# ACTION ITEM:
Across the entries below, count the lines that contain the word "Пивзавод" and reply with that number only.

# MATERIAL PROVIDED:
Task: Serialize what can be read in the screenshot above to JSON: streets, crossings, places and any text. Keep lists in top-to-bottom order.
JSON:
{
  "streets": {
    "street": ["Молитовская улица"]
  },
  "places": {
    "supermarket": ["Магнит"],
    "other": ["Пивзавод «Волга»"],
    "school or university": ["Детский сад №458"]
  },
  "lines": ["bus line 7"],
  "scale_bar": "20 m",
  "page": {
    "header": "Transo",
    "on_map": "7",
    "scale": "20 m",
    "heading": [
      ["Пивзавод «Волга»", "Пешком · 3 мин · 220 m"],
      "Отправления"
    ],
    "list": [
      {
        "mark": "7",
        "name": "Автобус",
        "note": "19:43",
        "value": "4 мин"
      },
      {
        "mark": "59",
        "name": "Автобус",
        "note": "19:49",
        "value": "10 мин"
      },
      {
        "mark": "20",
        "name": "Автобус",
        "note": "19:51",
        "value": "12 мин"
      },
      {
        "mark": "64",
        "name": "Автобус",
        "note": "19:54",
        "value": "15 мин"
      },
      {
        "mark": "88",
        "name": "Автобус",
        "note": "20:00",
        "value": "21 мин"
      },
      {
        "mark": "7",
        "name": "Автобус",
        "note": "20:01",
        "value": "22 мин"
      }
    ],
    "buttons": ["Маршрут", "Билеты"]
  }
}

# RESULT FOR THIS TASK:
2